◆ **What the task requires**
From the data below, copy out every line in which the word "setLineDash" occurs.

+-------+

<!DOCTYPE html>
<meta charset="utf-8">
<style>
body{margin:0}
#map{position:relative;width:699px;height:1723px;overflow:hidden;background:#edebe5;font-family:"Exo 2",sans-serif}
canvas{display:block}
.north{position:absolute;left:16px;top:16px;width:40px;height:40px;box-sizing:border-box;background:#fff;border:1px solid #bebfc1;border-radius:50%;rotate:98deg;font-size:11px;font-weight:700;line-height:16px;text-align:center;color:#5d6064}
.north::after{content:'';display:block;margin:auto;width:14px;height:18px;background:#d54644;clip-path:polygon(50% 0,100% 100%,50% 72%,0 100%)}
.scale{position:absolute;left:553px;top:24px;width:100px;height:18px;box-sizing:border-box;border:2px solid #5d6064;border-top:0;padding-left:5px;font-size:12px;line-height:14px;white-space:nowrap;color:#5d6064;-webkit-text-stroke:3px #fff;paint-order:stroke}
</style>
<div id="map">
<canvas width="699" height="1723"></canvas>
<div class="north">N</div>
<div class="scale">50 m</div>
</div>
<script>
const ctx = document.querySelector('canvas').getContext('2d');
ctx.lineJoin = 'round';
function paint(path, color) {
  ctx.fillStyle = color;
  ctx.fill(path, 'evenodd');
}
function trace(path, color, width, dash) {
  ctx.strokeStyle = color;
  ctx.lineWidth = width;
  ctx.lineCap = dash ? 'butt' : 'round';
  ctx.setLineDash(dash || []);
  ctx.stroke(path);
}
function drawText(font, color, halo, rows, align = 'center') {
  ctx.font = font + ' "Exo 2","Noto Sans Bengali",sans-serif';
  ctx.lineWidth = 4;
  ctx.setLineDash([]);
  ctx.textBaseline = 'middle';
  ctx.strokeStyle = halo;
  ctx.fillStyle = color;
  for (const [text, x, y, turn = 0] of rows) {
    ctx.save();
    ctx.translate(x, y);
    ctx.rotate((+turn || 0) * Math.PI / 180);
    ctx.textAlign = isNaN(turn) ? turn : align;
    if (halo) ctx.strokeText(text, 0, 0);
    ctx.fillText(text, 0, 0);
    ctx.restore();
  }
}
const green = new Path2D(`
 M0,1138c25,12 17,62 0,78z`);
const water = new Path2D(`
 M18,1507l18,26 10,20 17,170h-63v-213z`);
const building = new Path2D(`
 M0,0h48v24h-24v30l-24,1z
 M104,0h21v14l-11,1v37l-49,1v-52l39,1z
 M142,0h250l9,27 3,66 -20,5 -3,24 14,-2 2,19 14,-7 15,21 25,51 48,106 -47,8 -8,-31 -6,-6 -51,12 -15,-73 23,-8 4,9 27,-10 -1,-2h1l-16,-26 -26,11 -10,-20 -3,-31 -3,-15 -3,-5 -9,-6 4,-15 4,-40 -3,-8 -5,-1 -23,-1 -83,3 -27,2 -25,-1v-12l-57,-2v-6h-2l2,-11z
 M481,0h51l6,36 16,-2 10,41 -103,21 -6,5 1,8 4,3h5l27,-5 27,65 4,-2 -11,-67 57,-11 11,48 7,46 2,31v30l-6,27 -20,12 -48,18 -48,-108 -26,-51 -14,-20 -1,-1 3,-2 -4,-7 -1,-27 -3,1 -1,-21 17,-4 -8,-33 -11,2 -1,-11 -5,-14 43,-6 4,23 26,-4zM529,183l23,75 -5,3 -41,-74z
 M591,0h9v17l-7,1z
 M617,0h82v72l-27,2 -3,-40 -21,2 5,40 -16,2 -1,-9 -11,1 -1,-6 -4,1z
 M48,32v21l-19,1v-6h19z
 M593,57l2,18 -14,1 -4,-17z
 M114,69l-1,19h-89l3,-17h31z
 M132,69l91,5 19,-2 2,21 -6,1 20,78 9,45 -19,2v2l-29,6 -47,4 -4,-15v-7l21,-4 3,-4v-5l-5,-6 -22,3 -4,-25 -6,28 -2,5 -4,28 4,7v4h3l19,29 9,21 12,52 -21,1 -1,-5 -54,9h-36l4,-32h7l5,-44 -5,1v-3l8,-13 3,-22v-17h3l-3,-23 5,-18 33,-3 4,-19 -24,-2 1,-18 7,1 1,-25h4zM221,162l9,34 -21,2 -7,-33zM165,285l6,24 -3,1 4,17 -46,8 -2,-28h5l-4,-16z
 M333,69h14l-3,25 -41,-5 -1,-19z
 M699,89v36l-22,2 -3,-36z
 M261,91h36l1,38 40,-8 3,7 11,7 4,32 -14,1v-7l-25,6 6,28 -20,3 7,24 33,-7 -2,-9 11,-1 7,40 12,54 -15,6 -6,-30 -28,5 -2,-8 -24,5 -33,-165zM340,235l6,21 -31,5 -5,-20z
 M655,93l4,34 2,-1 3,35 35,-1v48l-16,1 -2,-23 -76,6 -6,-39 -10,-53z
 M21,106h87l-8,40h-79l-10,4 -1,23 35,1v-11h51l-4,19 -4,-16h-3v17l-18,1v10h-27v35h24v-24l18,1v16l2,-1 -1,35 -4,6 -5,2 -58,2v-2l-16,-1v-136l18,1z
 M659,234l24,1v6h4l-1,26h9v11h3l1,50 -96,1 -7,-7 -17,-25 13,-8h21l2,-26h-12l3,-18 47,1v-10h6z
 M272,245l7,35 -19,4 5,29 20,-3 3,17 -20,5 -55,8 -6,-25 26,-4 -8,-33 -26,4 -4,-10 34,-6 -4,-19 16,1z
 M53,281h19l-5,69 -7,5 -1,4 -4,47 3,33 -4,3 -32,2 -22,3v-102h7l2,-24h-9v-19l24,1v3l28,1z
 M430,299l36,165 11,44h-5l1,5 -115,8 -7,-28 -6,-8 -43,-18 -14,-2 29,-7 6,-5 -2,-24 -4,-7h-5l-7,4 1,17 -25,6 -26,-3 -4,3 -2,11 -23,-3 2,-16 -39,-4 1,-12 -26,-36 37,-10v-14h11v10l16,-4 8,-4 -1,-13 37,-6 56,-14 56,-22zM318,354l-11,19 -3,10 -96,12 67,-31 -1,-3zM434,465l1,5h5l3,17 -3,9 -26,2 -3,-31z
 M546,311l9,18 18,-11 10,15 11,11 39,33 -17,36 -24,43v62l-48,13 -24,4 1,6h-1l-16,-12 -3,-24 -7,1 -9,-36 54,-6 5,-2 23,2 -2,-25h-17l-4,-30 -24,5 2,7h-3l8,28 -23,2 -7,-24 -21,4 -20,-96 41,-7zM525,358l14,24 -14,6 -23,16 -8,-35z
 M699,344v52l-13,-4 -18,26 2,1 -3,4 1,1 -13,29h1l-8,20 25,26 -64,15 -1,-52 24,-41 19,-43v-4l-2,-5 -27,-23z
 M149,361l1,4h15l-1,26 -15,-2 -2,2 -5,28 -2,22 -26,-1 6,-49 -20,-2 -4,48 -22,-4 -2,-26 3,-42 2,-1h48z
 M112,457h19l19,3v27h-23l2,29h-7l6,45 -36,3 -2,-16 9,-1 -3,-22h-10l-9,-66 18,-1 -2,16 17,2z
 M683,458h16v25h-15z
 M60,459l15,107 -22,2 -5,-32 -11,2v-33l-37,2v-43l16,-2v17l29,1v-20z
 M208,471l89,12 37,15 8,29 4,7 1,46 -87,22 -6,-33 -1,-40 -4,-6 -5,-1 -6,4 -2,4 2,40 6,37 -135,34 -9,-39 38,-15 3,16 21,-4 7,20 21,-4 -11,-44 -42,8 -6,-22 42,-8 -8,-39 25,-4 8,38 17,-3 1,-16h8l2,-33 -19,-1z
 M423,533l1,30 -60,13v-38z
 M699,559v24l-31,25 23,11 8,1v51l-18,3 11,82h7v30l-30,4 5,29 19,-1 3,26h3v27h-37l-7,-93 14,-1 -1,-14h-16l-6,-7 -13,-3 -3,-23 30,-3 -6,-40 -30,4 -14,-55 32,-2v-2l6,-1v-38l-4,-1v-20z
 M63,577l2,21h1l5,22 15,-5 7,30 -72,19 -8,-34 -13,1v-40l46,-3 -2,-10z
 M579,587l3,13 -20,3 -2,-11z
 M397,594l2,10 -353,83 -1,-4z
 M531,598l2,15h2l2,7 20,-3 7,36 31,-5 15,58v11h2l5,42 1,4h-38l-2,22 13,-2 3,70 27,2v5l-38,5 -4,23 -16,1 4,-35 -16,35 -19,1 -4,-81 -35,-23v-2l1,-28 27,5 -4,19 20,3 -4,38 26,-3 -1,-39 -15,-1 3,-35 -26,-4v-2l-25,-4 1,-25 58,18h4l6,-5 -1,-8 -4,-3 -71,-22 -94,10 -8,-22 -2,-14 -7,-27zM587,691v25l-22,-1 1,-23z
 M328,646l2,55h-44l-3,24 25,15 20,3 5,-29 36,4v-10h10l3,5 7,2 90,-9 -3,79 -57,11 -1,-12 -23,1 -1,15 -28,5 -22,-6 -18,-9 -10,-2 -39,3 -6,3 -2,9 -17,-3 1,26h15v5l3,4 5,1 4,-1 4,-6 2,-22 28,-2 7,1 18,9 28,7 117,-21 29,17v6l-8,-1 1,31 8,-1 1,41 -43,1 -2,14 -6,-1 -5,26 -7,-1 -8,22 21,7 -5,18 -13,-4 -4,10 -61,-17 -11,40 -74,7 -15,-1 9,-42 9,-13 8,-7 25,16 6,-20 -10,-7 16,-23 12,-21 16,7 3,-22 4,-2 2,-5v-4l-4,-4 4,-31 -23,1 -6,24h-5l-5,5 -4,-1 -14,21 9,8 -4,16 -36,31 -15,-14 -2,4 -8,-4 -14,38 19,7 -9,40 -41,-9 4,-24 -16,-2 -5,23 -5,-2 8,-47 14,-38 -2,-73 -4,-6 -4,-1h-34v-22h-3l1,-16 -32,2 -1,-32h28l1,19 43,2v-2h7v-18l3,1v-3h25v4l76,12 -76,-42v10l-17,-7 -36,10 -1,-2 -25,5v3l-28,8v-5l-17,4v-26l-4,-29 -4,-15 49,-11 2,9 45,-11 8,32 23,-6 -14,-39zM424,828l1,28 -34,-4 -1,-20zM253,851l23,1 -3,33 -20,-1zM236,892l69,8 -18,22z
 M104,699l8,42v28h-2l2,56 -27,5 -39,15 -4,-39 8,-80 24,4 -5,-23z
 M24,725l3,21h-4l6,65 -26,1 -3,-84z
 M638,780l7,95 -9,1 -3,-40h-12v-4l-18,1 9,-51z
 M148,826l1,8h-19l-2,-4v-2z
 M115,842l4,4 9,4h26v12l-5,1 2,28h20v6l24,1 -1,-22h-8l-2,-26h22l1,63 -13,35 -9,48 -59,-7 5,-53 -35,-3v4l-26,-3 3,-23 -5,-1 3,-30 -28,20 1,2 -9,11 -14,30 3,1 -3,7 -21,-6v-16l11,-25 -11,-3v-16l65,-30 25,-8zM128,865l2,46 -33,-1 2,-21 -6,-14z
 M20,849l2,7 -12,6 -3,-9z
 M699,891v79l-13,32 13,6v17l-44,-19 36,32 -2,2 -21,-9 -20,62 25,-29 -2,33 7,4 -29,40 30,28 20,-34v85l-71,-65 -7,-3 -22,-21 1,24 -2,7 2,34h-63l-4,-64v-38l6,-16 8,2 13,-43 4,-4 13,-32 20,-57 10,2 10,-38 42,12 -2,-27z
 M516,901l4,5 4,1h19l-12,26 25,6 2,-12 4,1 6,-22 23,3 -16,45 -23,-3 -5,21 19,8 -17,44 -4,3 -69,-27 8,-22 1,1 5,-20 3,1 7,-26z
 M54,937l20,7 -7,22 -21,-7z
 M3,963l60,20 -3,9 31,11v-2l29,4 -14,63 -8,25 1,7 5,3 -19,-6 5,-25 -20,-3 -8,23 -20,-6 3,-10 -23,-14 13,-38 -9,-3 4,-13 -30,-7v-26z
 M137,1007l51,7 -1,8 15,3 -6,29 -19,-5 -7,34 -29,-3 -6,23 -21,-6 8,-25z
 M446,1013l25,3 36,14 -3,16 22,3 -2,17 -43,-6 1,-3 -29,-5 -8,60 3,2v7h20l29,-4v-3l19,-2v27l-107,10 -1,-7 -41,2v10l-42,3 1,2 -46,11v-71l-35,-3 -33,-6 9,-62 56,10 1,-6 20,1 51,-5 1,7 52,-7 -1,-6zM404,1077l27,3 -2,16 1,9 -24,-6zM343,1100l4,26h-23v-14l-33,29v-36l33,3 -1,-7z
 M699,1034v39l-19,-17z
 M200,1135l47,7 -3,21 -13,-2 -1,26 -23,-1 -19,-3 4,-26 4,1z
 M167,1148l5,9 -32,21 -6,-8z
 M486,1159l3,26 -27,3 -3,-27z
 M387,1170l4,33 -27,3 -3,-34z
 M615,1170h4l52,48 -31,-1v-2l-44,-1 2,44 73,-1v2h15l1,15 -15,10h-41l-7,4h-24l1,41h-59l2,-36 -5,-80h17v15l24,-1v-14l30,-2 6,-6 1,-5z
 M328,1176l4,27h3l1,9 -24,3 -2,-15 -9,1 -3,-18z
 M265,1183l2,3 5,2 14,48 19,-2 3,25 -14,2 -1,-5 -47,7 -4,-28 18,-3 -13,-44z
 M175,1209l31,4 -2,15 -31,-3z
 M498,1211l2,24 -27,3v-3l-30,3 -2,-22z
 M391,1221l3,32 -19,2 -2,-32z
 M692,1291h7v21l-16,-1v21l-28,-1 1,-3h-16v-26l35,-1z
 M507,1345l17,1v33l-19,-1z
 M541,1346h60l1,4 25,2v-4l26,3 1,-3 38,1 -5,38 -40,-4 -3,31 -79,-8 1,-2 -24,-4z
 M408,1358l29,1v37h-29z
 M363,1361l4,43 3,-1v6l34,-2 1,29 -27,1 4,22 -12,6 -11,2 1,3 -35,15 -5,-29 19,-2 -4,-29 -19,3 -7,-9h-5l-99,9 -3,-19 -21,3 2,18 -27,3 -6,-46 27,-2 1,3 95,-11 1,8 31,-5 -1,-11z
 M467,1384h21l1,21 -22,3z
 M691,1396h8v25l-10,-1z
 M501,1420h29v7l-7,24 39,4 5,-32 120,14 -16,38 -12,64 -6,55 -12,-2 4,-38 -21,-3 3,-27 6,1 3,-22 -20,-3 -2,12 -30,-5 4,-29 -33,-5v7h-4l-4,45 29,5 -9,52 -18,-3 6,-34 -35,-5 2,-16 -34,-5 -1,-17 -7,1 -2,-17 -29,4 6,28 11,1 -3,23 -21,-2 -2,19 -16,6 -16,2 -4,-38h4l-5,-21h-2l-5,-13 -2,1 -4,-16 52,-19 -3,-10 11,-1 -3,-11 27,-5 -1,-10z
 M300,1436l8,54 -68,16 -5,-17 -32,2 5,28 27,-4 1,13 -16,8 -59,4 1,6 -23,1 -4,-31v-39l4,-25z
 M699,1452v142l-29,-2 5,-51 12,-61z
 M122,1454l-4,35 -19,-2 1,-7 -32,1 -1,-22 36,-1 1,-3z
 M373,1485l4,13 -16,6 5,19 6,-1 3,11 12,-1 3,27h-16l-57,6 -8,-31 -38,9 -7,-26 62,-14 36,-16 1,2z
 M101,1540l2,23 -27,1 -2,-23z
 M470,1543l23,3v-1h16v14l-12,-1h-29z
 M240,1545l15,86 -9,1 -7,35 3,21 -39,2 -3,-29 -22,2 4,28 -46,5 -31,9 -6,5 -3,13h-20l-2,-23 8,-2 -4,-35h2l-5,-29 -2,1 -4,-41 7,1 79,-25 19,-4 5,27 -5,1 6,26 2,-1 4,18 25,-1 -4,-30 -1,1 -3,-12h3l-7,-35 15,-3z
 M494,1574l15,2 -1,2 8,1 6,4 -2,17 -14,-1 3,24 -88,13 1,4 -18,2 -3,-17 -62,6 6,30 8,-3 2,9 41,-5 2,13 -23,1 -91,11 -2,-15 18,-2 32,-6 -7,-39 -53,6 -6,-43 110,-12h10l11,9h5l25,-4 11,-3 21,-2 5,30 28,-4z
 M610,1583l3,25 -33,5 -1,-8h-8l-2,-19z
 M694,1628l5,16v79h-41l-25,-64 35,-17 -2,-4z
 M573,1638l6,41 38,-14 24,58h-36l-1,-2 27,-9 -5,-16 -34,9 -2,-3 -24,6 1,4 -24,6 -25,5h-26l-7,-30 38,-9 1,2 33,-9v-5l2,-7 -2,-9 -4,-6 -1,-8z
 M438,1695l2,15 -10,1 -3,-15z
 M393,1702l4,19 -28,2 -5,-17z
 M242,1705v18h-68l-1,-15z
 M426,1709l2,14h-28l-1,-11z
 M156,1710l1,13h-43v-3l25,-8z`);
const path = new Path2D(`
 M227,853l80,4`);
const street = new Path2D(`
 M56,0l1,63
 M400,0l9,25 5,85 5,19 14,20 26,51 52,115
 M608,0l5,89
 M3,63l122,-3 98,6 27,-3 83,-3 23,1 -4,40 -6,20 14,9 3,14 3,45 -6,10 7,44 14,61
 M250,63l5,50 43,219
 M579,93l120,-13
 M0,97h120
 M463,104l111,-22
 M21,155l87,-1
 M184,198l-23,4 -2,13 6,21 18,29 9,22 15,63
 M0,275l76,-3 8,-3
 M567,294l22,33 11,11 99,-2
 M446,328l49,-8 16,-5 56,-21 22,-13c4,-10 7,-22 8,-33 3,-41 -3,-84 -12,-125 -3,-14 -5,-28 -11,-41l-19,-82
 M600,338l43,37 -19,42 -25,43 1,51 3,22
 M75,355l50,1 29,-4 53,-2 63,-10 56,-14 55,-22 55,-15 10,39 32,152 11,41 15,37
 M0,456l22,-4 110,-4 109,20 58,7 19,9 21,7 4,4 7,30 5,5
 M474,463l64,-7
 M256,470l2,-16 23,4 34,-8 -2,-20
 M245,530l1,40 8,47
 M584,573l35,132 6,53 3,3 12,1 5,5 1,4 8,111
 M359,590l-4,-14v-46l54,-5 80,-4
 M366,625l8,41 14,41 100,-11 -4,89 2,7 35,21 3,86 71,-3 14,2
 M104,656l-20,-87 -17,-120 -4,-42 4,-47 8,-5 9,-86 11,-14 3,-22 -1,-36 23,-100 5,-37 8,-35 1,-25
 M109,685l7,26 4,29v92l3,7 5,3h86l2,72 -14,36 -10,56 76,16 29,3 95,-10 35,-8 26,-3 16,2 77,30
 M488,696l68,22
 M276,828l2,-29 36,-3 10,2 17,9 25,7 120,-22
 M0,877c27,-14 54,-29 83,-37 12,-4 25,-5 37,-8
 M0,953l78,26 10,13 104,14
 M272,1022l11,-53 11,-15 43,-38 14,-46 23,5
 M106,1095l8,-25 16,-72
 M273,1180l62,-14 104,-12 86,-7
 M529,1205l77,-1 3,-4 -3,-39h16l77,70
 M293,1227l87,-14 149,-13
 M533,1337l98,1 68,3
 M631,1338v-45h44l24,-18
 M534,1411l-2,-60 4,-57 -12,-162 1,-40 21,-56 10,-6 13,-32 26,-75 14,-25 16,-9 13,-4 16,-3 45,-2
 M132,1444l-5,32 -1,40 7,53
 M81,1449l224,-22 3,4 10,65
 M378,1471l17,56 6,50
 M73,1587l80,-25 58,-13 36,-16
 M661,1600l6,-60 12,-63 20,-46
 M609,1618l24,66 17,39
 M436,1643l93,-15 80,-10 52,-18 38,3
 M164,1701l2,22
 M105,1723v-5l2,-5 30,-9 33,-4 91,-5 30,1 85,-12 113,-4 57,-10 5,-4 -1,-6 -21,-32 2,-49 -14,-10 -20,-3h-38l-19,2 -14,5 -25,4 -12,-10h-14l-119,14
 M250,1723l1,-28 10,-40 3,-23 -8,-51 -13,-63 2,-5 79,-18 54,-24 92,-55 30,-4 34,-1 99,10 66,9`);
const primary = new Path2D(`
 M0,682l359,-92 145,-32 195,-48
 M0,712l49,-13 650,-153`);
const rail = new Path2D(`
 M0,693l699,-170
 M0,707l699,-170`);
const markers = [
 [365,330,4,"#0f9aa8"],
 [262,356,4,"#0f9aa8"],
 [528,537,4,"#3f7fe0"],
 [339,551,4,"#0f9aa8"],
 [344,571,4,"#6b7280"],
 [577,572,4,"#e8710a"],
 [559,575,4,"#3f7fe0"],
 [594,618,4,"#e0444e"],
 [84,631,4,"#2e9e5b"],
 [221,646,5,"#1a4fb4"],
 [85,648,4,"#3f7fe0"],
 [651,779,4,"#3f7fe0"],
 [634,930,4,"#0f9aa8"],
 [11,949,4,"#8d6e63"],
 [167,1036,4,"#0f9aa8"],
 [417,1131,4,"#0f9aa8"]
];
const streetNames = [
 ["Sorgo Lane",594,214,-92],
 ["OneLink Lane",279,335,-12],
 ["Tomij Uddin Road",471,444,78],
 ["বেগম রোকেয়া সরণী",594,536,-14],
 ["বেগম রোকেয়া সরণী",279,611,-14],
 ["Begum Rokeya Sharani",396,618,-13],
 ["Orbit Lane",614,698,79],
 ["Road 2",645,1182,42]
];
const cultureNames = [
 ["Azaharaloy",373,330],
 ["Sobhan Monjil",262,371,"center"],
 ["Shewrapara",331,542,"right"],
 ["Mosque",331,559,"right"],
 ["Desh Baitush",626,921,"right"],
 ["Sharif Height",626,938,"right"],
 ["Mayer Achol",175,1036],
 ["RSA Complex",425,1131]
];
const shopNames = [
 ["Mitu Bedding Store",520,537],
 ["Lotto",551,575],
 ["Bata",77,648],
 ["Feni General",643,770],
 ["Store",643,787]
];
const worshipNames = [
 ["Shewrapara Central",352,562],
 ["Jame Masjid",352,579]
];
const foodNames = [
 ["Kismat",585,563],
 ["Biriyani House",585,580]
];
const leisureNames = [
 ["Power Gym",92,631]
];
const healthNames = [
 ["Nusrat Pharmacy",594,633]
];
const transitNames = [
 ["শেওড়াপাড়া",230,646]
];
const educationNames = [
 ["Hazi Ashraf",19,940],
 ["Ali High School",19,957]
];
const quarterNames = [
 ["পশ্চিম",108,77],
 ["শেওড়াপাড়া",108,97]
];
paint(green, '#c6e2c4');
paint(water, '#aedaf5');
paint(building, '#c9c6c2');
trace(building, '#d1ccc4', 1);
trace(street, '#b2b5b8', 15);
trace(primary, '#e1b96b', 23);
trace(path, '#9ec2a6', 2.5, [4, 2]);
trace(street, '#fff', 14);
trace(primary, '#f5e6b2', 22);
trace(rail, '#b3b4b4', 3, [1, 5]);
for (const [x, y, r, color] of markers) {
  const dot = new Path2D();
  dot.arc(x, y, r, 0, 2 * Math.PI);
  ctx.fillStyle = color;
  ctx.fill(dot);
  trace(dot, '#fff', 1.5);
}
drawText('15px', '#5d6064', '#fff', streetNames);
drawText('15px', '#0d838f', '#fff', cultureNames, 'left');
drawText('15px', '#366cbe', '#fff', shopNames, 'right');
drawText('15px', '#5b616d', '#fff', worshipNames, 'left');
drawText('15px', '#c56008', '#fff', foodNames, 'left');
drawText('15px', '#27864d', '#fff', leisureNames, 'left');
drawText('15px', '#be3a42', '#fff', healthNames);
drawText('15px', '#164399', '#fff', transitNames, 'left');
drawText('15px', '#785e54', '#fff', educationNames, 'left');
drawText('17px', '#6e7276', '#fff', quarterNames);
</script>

+-------+

◆ **Solution to the problem**
  ctx.setLineDash(dash || []);
  ctx.setLineDash([]);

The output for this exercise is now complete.